**Brief**.
Lines that include the string "restore" are the ones to copy from the entries below.

*** Opening Supplied material ***

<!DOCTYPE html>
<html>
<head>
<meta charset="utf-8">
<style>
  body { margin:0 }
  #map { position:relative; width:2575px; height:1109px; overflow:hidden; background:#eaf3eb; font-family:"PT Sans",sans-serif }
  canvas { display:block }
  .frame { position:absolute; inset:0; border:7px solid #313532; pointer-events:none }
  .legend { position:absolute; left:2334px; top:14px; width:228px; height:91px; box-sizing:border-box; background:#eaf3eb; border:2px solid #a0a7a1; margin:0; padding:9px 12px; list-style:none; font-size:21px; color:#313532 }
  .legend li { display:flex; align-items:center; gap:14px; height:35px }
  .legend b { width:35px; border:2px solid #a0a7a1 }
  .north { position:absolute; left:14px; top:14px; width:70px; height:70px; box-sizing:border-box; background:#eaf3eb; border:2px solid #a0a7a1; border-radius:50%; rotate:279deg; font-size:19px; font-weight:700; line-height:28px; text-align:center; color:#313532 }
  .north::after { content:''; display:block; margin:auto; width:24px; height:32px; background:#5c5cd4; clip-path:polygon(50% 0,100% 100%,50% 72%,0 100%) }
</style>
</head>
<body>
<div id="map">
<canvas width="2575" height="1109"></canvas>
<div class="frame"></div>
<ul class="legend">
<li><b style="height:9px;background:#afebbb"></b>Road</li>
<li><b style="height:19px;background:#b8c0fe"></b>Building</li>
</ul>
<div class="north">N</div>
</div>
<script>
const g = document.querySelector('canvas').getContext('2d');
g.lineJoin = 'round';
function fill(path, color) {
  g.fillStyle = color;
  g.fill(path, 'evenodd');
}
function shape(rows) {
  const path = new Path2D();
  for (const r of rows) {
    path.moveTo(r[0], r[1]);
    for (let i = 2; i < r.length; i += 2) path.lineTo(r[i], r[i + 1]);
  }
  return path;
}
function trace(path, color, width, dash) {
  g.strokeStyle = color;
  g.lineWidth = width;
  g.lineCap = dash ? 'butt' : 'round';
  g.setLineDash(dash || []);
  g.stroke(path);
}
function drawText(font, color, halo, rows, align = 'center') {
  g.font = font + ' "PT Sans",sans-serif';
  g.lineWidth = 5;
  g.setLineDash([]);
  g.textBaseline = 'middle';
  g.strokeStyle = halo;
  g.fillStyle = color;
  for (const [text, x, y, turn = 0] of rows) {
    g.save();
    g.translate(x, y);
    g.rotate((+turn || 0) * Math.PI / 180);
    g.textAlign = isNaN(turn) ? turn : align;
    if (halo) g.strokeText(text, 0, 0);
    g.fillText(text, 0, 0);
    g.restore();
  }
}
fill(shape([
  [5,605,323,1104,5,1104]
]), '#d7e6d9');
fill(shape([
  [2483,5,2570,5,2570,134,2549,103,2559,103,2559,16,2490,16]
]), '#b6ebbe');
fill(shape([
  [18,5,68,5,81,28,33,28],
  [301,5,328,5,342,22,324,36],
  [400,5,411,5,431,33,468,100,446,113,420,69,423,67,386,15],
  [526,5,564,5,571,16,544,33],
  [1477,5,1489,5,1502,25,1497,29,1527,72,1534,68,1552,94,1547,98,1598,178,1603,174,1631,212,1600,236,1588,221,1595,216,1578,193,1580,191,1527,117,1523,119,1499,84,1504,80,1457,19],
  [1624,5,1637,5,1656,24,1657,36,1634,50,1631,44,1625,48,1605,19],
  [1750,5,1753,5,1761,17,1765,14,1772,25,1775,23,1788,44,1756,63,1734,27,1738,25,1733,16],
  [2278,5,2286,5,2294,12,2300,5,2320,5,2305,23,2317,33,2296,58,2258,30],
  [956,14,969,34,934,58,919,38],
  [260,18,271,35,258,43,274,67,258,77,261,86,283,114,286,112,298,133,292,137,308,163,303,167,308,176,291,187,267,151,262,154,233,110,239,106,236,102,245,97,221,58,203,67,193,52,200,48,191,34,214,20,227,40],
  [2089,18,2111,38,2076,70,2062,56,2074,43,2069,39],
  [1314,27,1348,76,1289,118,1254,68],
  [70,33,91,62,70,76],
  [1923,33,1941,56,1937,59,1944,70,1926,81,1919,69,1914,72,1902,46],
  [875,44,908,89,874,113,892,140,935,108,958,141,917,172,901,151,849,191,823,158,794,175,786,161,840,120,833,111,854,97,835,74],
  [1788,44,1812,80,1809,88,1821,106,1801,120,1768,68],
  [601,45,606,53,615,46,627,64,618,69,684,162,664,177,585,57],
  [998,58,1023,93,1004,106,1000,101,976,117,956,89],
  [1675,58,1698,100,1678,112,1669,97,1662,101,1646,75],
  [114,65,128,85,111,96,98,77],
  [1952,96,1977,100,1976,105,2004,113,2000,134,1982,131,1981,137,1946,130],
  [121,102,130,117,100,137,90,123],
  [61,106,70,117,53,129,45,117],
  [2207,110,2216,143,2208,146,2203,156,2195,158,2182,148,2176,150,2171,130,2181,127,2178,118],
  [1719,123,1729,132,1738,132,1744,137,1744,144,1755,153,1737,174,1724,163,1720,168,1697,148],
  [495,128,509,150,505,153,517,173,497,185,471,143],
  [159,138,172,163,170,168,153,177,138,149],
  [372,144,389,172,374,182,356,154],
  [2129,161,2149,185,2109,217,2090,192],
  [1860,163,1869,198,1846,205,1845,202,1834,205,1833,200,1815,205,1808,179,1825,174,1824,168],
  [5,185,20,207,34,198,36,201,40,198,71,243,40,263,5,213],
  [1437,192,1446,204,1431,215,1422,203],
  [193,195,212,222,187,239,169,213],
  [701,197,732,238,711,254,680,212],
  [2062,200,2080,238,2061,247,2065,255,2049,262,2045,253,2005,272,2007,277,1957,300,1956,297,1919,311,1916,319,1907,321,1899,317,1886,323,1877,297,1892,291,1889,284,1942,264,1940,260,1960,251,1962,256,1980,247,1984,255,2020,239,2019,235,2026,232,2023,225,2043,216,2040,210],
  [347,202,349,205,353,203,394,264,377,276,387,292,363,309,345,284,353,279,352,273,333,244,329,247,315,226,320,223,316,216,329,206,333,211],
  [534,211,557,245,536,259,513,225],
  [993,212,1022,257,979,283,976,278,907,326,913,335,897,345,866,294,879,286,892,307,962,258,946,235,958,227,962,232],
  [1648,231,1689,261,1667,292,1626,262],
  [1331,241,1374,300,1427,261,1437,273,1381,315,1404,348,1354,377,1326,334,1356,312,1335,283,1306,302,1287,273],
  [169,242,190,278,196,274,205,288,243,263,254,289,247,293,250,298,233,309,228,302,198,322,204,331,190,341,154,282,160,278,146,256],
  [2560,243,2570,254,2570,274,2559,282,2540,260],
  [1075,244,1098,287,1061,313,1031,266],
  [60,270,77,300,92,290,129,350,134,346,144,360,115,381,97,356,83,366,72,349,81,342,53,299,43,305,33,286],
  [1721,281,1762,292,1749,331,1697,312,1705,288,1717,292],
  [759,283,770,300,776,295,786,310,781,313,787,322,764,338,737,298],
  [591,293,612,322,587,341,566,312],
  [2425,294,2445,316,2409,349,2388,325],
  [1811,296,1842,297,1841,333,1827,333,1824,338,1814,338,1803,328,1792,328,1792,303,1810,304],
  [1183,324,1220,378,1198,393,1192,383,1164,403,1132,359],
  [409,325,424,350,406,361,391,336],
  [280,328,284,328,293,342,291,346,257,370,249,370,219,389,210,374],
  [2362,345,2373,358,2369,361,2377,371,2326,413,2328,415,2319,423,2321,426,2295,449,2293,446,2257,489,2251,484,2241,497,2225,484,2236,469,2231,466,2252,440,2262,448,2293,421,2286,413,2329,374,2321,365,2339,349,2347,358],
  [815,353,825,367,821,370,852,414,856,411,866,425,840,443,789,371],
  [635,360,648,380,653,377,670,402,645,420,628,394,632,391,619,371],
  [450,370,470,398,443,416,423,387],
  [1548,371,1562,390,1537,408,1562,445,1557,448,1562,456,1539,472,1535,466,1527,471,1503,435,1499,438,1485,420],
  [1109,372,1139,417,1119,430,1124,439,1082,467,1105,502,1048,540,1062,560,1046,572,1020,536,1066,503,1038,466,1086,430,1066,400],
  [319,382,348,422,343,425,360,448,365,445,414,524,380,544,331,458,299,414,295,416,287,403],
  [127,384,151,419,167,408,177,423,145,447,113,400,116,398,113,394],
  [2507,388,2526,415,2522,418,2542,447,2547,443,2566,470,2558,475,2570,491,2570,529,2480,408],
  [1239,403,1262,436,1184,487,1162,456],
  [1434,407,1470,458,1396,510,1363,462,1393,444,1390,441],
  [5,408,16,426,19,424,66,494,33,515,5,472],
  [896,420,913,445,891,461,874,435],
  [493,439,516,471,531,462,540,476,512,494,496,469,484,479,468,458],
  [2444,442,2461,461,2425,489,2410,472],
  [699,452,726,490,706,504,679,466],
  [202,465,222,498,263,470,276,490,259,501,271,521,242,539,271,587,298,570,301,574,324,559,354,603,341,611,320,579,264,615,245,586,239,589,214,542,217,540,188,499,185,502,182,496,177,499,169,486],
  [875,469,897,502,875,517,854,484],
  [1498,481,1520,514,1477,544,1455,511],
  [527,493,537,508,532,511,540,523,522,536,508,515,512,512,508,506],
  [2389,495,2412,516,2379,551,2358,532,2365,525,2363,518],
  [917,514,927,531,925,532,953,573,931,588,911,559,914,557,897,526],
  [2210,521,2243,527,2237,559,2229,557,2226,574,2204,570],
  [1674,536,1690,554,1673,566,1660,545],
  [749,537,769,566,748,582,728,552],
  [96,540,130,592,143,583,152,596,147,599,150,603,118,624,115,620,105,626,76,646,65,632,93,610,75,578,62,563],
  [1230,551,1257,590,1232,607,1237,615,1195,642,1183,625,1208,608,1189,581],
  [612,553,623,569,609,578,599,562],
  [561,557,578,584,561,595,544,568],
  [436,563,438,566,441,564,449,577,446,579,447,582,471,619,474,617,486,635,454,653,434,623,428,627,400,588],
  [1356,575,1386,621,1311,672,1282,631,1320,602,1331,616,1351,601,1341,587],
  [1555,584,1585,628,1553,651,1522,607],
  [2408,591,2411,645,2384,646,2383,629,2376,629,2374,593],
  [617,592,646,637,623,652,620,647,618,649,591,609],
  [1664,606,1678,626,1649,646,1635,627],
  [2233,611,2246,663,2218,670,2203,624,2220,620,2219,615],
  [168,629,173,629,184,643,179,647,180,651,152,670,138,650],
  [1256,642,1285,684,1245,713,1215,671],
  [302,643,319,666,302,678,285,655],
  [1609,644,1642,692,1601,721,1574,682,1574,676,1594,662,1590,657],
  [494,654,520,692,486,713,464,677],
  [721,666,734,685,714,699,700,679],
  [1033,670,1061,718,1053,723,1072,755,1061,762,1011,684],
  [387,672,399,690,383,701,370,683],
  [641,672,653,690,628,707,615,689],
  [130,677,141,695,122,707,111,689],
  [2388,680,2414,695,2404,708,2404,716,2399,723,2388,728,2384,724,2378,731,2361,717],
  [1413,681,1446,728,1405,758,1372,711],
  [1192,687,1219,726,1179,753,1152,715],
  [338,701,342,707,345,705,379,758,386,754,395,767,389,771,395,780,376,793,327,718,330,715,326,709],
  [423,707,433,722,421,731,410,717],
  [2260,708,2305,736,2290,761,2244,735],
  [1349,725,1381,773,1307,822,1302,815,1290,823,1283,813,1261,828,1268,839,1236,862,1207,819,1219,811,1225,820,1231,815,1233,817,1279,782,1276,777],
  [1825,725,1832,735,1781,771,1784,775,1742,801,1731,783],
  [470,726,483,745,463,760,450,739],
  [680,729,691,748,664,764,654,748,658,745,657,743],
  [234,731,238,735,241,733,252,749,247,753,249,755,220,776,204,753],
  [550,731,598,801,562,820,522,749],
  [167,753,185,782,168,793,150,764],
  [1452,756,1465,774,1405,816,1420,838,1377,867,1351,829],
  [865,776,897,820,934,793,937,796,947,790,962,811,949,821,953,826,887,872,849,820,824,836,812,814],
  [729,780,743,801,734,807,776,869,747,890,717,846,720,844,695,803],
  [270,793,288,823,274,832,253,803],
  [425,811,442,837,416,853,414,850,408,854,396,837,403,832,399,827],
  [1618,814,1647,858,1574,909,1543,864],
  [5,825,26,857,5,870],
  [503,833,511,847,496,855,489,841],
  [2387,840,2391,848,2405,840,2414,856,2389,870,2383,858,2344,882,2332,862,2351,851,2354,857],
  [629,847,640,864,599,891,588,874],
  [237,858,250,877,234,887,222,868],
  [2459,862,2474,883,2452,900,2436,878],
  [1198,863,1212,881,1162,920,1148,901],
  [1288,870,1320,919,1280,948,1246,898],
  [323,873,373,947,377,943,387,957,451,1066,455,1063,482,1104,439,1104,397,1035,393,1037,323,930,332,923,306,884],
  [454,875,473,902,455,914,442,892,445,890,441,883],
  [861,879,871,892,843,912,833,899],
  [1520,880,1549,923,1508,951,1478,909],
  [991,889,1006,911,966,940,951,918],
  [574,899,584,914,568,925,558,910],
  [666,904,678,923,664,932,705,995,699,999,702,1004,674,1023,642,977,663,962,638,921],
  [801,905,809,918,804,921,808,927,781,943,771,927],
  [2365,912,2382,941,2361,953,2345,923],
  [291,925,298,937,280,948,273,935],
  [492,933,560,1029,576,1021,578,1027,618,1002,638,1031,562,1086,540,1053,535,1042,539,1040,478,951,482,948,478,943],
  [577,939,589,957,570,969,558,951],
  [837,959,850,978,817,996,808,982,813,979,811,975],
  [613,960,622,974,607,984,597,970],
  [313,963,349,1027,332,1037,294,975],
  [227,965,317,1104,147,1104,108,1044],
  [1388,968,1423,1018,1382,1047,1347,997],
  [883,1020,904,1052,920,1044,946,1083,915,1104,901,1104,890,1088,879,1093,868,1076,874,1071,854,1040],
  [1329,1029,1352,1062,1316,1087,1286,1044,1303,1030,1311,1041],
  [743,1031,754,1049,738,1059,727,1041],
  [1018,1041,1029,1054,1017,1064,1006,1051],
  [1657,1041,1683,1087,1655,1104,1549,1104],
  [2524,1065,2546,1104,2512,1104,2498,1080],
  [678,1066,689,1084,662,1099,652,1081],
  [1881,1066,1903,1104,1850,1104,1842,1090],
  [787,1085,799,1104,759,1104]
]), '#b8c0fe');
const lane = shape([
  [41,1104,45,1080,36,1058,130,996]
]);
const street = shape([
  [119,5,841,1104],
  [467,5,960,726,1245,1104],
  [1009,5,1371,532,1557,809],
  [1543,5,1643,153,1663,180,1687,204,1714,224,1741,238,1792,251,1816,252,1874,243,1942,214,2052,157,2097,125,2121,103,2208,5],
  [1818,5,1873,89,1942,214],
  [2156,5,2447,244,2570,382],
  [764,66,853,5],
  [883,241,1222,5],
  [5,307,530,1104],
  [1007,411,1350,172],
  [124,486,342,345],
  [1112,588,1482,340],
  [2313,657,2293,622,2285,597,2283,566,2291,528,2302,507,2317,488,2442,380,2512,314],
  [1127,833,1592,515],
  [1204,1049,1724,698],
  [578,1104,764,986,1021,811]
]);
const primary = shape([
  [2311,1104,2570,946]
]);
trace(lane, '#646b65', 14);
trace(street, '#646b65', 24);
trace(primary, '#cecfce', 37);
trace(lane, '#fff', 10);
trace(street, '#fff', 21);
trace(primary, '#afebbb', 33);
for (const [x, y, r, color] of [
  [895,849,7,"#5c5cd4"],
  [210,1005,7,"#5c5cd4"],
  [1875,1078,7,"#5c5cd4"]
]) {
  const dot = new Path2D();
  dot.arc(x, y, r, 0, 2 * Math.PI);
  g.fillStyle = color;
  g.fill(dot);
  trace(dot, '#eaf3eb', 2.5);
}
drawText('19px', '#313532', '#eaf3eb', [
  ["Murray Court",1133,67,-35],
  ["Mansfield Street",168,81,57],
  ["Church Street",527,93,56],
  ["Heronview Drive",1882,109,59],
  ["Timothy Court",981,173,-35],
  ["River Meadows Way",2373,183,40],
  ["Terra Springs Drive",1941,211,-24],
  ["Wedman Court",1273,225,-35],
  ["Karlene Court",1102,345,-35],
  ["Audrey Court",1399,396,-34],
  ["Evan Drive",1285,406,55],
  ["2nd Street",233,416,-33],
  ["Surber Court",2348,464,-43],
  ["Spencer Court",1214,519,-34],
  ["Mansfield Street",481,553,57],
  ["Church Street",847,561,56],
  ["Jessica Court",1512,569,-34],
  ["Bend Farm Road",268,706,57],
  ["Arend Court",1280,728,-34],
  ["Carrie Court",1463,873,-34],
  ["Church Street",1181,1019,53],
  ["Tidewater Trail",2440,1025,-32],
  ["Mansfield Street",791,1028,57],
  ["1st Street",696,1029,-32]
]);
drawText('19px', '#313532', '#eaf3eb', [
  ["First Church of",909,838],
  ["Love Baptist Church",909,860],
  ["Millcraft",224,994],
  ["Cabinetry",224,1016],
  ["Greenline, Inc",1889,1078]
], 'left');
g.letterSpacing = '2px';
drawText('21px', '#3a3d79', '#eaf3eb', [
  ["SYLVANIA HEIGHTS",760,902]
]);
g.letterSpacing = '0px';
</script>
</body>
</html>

*** Closing Supplied material ***
*** Opening Supplied material ***

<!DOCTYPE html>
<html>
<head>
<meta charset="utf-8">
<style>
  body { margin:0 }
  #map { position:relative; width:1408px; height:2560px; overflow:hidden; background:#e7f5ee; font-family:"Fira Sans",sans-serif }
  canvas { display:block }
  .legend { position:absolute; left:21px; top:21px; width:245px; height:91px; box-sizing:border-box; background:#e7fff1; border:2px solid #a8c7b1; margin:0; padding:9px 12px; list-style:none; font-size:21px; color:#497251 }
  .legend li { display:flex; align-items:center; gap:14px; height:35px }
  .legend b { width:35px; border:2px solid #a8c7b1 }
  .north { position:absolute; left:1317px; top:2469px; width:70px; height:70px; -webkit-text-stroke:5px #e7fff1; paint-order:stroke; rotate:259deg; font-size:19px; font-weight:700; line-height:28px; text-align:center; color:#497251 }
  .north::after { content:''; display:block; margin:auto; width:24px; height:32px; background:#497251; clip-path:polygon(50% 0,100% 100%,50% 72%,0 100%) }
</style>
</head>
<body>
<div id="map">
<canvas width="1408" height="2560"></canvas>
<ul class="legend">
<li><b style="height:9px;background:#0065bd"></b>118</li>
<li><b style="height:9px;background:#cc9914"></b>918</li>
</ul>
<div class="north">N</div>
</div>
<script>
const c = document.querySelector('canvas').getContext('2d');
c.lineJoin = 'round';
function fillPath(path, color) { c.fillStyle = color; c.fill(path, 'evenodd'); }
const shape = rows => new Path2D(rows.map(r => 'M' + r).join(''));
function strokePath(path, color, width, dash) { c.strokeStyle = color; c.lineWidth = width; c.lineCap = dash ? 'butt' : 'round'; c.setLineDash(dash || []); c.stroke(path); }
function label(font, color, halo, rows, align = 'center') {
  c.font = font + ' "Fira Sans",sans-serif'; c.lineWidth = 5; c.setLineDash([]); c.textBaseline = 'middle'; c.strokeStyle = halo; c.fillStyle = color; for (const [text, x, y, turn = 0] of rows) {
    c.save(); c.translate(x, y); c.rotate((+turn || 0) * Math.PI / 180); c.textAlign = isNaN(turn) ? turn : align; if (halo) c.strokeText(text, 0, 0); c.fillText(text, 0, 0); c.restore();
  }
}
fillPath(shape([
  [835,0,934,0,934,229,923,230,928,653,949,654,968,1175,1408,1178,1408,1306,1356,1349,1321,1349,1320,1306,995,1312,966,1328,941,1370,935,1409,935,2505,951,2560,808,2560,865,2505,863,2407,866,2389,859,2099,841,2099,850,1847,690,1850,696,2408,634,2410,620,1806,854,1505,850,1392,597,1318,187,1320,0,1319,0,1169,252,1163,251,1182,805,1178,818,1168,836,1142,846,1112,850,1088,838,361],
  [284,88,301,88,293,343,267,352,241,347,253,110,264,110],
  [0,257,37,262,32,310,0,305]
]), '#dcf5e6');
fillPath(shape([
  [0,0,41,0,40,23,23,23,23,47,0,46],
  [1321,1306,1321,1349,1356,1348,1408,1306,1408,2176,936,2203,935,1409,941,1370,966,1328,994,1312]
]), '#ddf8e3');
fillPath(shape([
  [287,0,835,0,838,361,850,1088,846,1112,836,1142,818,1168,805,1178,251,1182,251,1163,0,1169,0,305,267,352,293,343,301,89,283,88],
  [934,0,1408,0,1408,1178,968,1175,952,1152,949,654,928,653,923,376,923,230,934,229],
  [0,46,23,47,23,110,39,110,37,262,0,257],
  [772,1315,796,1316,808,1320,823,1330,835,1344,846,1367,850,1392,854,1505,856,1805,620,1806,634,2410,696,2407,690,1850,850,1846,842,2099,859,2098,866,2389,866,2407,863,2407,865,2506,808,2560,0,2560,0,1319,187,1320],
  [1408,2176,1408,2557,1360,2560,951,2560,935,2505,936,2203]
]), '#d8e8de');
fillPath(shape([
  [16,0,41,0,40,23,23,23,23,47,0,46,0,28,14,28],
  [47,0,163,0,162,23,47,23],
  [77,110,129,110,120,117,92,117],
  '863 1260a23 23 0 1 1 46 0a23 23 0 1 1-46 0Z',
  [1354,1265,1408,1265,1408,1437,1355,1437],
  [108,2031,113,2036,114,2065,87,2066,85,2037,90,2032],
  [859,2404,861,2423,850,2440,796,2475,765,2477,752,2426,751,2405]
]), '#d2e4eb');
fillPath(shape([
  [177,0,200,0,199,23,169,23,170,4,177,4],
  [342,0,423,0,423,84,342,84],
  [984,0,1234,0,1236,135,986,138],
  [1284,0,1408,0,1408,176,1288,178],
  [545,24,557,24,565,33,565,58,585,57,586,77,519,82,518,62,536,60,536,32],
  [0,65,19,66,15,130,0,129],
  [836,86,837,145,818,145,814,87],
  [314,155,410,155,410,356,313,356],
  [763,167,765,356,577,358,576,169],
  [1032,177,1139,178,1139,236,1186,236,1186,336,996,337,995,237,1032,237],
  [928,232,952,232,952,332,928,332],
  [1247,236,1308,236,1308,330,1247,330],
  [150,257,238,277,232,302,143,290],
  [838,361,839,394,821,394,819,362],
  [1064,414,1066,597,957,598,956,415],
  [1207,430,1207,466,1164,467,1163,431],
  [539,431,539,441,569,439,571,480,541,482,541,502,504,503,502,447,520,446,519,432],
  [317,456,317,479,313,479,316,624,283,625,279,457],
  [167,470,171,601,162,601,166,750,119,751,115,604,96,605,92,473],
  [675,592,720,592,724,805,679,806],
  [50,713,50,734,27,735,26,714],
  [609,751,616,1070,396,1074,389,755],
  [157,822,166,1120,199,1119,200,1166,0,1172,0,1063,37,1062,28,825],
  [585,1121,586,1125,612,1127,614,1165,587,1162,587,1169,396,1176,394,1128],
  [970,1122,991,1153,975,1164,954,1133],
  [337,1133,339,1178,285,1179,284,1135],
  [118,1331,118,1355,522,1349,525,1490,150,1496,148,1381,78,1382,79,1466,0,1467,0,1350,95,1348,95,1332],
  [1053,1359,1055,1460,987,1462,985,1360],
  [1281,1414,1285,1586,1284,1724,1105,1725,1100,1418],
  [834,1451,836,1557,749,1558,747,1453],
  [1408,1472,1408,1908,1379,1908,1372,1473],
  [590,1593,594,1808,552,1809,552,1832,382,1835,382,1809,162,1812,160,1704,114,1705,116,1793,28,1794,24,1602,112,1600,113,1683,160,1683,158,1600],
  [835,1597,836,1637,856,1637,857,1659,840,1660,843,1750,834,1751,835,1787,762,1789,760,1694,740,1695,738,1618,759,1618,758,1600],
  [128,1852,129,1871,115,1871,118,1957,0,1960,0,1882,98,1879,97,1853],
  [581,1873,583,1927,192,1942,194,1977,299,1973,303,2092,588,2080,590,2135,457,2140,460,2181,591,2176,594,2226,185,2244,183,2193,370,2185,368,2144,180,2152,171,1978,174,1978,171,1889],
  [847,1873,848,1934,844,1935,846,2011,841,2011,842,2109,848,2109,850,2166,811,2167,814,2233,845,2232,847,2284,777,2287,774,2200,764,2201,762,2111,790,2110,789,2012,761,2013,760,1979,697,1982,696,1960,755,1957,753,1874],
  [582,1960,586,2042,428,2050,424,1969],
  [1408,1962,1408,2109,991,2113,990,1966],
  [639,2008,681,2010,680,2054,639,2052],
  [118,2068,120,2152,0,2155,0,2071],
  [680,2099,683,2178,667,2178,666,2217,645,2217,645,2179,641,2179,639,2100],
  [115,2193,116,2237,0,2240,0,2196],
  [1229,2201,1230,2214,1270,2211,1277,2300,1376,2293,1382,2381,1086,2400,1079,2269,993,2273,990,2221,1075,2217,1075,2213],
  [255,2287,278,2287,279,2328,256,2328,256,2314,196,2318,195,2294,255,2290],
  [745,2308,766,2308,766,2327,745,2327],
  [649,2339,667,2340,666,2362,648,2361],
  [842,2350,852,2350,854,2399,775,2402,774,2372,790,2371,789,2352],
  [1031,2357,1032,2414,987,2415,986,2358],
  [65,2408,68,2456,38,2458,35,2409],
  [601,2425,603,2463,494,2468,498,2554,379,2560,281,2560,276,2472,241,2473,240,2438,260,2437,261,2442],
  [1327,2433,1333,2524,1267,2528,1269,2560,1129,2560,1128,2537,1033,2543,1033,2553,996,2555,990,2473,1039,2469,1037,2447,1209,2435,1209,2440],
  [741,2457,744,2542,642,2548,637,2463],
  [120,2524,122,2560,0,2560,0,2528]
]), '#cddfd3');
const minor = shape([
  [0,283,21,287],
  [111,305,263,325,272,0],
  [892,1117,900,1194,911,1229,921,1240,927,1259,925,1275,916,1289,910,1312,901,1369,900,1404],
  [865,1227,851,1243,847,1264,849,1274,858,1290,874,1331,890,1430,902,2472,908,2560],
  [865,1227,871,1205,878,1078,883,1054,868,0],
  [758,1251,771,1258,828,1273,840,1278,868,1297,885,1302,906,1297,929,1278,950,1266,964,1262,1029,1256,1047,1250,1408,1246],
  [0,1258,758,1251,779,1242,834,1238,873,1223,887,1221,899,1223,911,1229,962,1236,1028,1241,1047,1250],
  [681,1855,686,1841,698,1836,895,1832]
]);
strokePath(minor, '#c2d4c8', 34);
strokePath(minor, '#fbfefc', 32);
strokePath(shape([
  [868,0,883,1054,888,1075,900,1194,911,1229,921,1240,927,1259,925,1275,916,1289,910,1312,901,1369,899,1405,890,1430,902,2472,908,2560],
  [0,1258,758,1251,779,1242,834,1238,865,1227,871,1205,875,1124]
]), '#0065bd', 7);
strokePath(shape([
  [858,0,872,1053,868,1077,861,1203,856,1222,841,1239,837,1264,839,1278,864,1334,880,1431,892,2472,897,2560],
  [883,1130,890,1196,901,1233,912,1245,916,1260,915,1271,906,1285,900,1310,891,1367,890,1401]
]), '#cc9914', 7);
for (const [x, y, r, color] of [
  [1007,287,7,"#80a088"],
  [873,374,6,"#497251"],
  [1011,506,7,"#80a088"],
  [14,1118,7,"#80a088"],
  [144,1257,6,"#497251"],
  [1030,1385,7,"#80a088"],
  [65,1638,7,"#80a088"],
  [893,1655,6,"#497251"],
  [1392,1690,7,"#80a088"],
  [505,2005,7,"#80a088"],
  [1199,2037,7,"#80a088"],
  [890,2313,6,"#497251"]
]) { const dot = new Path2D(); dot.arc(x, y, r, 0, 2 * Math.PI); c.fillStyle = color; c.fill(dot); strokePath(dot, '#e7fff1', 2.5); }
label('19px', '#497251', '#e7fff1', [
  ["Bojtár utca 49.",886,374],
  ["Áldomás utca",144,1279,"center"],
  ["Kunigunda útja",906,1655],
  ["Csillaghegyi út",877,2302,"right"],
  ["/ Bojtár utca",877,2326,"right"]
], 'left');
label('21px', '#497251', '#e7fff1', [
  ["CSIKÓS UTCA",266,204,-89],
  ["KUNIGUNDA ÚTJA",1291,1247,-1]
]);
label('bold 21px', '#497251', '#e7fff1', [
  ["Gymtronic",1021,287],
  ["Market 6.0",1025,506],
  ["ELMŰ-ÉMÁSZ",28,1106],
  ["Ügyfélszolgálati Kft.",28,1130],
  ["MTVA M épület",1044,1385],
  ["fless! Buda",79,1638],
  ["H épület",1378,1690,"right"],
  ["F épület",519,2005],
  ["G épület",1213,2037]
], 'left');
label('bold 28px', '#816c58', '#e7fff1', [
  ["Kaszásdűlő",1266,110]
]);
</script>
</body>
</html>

*** Closing Supplied material ***

**Problem solution**.
    g.restore();
    c.save(); c.translate(x, y); c.rotate((+turn || 0) * Math.PI / 180); c.textAlign = isNaN(turn) ? turn : align; if (halo) c.strokeText(text, 0, 0); c.fillText(text, 0, 0); c.restore();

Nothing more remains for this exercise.